The more contact the horse has with any fence, the smaller the enclosure. Many ponies are tenacious and will flee if the shock from your fence charger is insufficient. Foals can easily roll under a fence, but three strands reduce that risk.
If you use three or four strands, then you have to set the T-posts about five feet apart to keep horses out.
4 strands and more
Some people prefer four strands of tape for fencing because it gives them the impression that the enclosed horses or cattle are safe.
4 strands are the safest. 4 or 5 strands are used for Quarter Horses, draft horses, and also to contain wild horses. For delicate situations such as an agitated stallion, a busy road, deer, alpacas, and so on, four strands may be required.
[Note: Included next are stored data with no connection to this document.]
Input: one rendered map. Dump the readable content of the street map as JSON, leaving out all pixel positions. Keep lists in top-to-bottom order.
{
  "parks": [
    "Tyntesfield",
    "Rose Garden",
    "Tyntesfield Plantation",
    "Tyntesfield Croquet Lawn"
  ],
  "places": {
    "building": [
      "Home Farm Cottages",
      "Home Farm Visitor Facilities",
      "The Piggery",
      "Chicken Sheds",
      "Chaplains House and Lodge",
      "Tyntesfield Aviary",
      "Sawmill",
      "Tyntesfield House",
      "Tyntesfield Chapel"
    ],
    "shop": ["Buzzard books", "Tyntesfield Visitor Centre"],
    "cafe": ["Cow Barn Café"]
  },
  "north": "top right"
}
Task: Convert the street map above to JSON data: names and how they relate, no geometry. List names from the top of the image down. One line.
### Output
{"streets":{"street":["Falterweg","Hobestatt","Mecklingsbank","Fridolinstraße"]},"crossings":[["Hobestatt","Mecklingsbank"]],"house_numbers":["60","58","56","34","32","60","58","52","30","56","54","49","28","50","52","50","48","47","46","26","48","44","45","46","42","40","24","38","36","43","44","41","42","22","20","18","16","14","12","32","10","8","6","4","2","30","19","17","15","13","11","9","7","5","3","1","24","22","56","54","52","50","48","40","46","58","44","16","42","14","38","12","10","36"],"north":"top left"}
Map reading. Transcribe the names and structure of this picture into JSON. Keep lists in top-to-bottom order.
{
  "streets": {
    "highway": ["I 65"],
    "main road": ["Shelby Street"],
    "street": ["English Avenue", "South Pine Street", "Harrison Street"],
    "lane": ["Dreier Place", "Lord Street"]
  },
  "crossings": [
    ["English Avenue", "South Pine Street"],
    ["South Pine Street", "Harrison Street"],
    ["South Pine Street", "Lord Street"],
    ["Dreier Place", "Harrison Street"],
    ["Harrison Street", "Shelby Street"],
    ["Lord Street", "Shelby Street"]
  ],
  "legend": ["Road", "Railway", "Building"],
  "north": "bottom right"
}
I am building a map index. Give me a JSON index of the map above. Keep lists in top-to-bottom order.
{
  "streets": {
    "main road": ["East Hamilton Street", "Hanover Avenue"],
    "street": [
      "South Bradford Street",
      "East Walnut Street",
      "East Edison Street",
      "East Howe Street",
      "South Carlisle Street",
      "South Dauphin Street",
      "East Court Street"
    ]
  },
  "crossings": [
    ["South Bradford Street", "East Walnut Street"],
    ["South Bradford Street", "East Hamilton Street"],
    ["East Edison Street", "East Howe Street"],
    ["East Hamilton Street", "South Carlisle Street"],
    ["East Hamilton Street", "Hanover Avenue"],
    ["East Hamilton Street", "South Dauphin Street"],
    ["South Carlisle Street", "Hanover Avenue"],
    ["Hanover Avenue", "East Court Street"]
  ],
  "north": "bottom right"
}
5 or 6 strands are primarily for security to keep people and animals away from your property.
However, 4 strands for a beginner is a good starting point, no need for more than 4 strands for horses.
The number of strands needed for electric fencing isn’t nearly as important as the placement and spacing of the electrified wires. In some cases, it is preferable to add two or more strands to an existing fence.
Rules for Electric Fencing for Horses
If you choose or already have electric fencing for your horse fences, this article will provide tips for installing it to make it more reliable, making it more difficult for your escape artist to get past it.
Fences should be a minimum of four feet tall if horses are kept in the pasture. The fence height needs to be increased when electric fencing, to a minimum of five feet for horses if kept in the pasture. This is because the average horse eats standing up and does not run or jump like a cow.
Number of Rails
Number of Rails is the number of conductors placed across the width of a fence. Three-Rail Fences are the most common. Four-Rail Fences are becoming more common. There are a number of reasons that an owner might choose to install 4-rail instead of 3-rail, including the use of solar-powered energizers, an increase in training options, and increased height. This allows keeping all your horses from young, ponies, to adults safer.
Insulators play a critical role in horse fencing. Without them, horses can get severe or even deadly shocks when touching the fence, and when they lean on the wire. Insulators are not an option with electric fencing, they are mandatory. Do NOT assume the previous owner put them on. Insulators must be installed every 2.5-3.0 meters (8′-10′). Some places put them on 1.5m (5′) centers if the fence is very visible or has a hot wire through it.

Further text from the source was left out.